GIVEN RECORDS:

'''

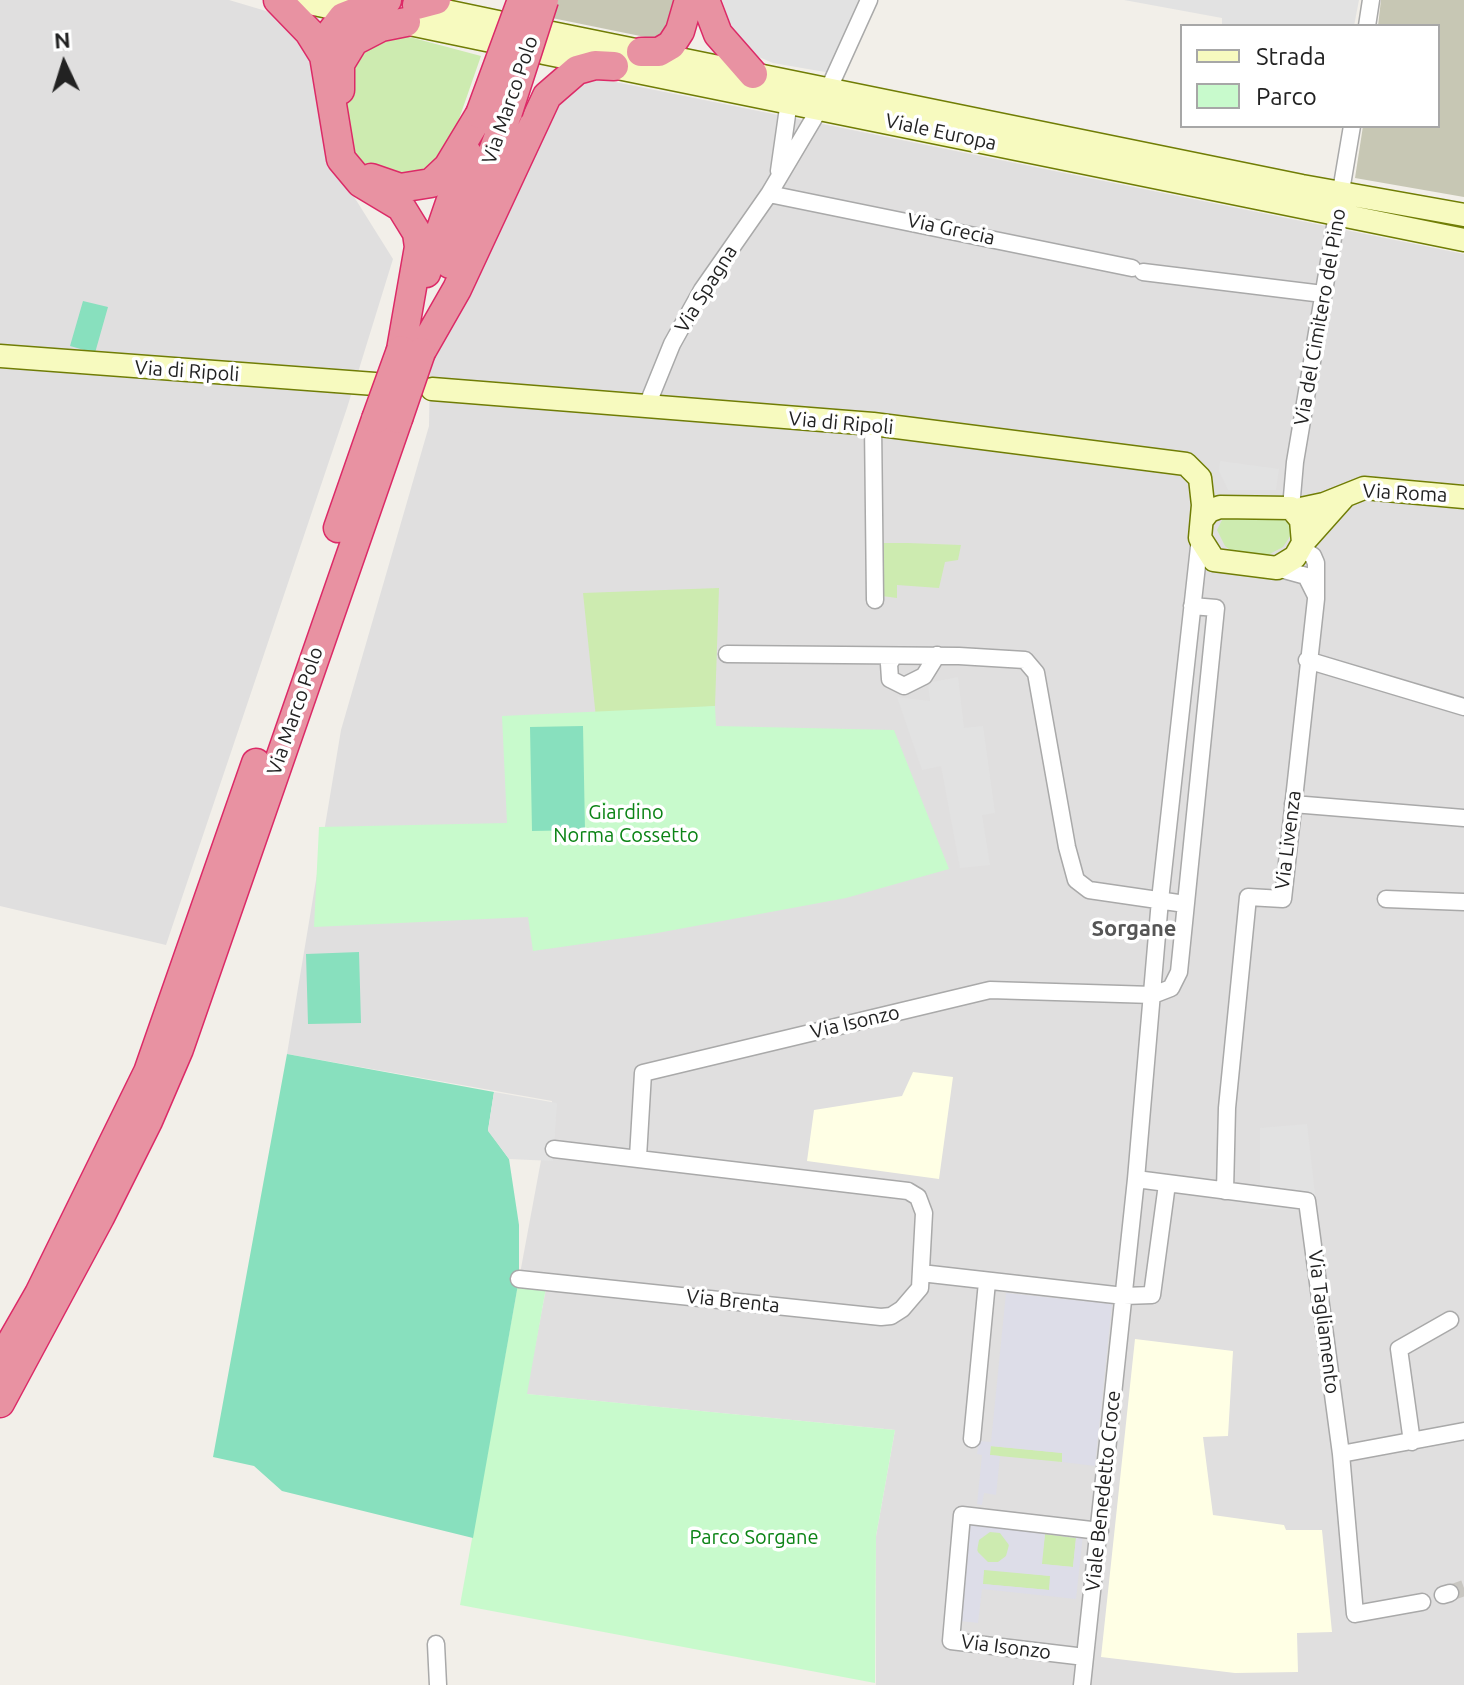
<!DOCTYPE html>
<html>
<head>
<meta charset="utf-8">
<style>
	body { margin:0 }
	#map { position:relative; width:1464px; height:1685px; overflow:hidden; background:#f2efe9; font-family:Ubuntu,sans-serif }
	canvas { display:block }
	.legend { position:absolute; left:1180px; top:24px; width:260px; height:104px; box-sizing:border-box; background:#fff; border:2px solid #a7a7a7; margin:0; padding:10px 14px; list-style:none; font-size:24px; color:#222 }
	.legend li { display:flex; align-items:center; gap:16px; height:40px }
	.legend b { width:40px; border:2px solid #a7a7a7 }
	.north { position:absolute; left:24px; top:24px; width:80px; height:80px; -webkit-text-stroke:6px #fff; paint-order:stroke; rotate:356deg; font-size:22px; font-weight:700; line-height:32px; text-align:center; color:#222 }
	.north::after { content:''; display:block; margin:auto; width:28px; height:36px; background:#222; clip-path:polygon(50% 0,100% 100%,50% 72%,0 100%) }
</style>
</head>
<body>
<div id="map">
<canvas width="1464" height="1685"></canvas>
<ul class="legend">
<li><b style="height:10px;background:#f7fabf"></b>Strada</li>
<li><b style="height:22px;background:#c8facc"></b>Parco</li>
</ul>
<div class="north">N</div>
</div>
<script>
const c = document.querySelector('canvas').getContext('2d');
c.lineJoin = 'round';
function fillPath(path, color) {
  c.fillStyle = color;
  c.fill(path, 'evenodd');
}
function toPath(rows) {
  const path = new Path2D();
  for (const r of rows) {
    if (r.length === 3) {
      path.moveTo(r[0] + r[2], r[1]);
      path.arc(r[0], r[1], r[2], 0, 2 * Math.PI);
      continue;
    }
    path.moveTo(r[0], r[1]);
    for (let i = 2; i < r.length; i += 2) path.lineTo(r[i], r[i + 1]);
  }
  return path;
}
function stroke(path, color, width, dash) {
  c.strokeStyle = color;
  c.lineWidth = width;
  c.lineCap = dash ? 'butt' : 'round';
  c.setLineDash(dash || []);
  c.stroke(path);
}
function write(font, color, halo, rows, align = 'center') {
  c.font = font + ' Ubuntu,sans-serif';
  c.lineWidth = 7;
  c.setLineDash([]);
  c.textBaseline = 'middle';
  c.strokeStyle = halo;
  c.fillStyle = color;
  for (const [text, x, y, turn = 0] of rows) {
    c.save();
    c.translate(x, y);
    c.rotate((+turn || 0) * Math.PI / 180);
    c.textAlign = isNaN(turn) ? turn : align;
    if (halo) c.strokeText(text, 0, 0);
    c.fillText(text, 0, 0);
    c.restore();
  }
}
const residential = toPath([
	[0,0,229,0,266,11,291,24,314,58,336,168,393,259,347,408,166,945,0,906],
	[581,75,1464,254,1464,1685,876,1685,876,1536,895,1430,526,1394,547,1283,519,1279,552,1101,287,1054,341,730,429,426,430,368,538,132]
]);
const education = toPath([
	[913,1072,953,1077,939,1179,807,1161,814,1110,902,1096],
	[1135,1339,1233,1351,1228,1436,1203,1437,1213,1515,1284,1525,1286,1530,1322,1530,1332,1632,1297,1633,1298,1672,1235,1673,1101,1657]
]);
const construction = toPath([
	[558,0,684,0,667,34,650,38,552,18],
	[1381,0,1464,0,1464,197,1355,178,1363,126,1438,126,1438,26,1378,26]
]);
const grass = toPath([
	[402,35,481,56,444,162,417,181,365,168,357,158,352,145,344,79,371,40],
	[1223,518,1281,518,1291,525,1293,532,1283,547,1264,557,1234,553,1225,546,1217,530],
	[883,543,908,543,961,545,958,560,945,562,939,588,897,585,897,598,882,596],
	[719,588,715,706,596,718,583,593],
	[990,1446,1063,1453,1062,1462,989,1455],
	[993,1547,16],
	[1045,1534,1076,1538,1073,1567,1041,1564],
	[984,1569,1051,1576,1049,1590,982,1584]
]);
const park = toPath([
	[715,706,716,726,894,730,949,869,846,898,652,934,533,951,528,917,314,927,319,827,507,823,502,716],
	[519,1279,547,1282,527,1394,895,1430,876,1536,875,1683,460,1605]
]);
const pitch = toPath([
	[83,301,108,307,95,353,70,346],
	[583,726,585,830,532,831,530,727],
	[359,952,361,1023,308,1024,306,954],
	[287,1054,494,1092,488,1130,509,1159,519,1225,519,1279,473,1538,282,1491,254,1466,213,1457]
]);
const parking = toPath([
	[722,0,862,0,831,73,773,63,752,54,735,39],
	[1124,0,1359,0,1354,26,1222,26,1222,18],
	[1220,461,1279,469,1276,490,1228,490,1219,471],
	[958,677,964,728,983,726,995,813,982,815,990,865,960,868,941,766,922,770,897,697,930,701,928,686,932,682],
	[494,1092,557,1103,553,1161,509,1159,488,1131],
	[1307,1124,1317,1211,1260,1209,1260,1128]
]);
const plaza = toPath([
	[1006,1293,1112,1304,1095,1466,1062,1462,1062,1453,991,1446,990,1455,1000,1456,996,1495,984,1493,982,1505,977,1504,982,1455,977,1454,979,1441,991,1442],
	[971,1522,1083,1534,1076,1599,982,1589,978,1623,960,1621],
	[990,1532,1000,1533,1009,1545,1006,1556,998,1562,988,1562,977,1551,979,1540],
	[1045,1534,1076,1538,1073,1567,1042,1564],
	[984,1570,1050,1576,1049,1590,983,1584]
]);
const streetTunnel = toPath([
	[1450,1593,1464,1588]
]);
const street = toPath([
	[1367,26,1371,0],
	[779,171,789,101],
	[769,194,1132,268],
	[1143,272,1323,294],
	[646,408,672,344,702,290,769,194,820,108,869,0],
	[873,424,875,600],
	[1291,508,1295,462,1352,126],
	[1277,568,1306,576,1315,594],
	[727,654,959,656,1025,660,1036,673,1067,847,1076,880,1089,890,1185,904],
	[894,656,889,664,890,679,904,686,924,676,937,655],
	[1307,660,1464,707],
	[1293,804,1464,818],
	[1386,899,1464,902],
	[638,1157,643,1073,990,990,1153,995,1171,988,1179,972,1216,608,1192,606],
	[1136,1179,1307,1201,1341,1454,1355,1614,1422,1602],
	[1225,1191,1227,1108,1248,897,1283,899,1316,599,1316,563,1313,556,1301,548],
	[921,1273,1124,1296,1152,1295,1167,1184],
	[519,1279,881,1317,891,1316,902,1309,920,1288,924,1213,918,1197,908,1191,554,1149],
	[972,1439,987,1282],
	[1412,1442,1399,1349,1450,1320],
	[1341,1454,1464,1431],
	[1443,1595,1450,1593],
	[436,1644,438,1685],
	[1085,1657,951,1641,962,1515,1100,1531],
	[1082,1685,1136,1179,1160,900,1200,538]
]);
const secondary = toPath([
	[295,0,491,41],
	[417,5,498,22],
	[552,33,1302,186,1464,215],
	[544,53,1464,240],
	[0,356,375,384],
	[432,389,873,424,1186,464,1200,478,1203,505,1200,538,1214,560,1277,568,1295,557,1303,543,1301,520,1291,508,1220,507,1209,511,1202,520],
	[1296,510,1324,504,1364,488,1464,497],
	[1303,543,1344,497]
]);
const highway = toPath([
	[278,0,309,32,324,56,341,159,361,183,401,207,417,233,419,247,401,350],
	[705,0,718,34,753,74],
	[417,5,436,0],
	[641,52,659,52,671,45,680,31,689,0],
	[324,56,330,34,343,17,387,0],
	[340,90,340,64,354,41,381,27,406,22],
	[371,178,400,188,431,183,448,167,480,114],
	[450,264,508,112],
	[426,273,467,153],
	[421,352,457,289,547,96,577,70,595,65,614,66],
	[338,528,376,419],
	[0,1362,39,1294,148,1072,256,763],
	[0,1403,100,1217,148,1121,179,1049,398,419]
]);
const highwayBridge = toPath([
	[508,112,544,0],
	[480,114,522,0],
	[376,419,401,350],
	[398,419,421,352]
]);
const streetNames = [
	["Via Marco Polo",510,100,-71],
	["Viale Europa",941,132,12],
	["Via Grecia",951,229,12],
	["Via Spagna",706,289,-58],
	["Via del Cimitero del Pino",1320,317,-80],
	["Via di Ripoli",187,371,4],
	["Via di Ripoli",841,423,5],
	["Via Roma",1405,493,3],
	["Via Marco Polo",295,711,-71],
	["Via Livenza",1288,840,-83],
	["Via Isonzo",855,1022,-13],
	["Via Brenta",733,1301,6],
	["Via Tagliamento",1324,1322,83],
	["Viale Benedetto Croce",1103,1491,-84],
	["Via Isonzo",1006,1647,7]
];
const parkNames = [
	["Giardino",626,812],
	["Norma Cossetto",626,835],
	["Parco Sorgane",754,1537]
];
const neighbourhoodNames = [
	["Sorgane",1134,929]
];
fillPath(residential, '#e0dfdf');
fillPath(education, '#ffffe5');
fillPath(construction, '#c7c7b4');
fillPath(grass, '#cdebb0');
fillPath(park, '#c8facc');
fillPath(pitch, '#88e0be');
fillPath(parking, '#e2e2e2');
fillPath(plaza, '#dddde8');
stroke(streetTunnel, '#c8c6c1', 16, [16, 8]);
stroke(street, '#a9a9a9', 19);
stroke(secondary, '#707d05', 25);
stroke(highway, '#dc2a67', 31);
stroke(street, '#fff', 16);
stroke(secondary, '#f7fabf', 22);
stroke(highway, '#e892a2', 28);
stroke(highwayBridge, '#dc2a67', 31, []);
stroke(highwayBridge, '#e892a2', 28);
write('20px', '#222', '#fff', streetNames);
write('20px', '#0c8416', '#fff', parkNames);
write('bold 22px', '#555', '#fff', neighbourhoodNames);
</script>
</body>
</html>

'''

Tell how many lines of the data contain "halo". Nothing but the number belongs in the reply.

OUTPUT OF THE EXERCISE: 3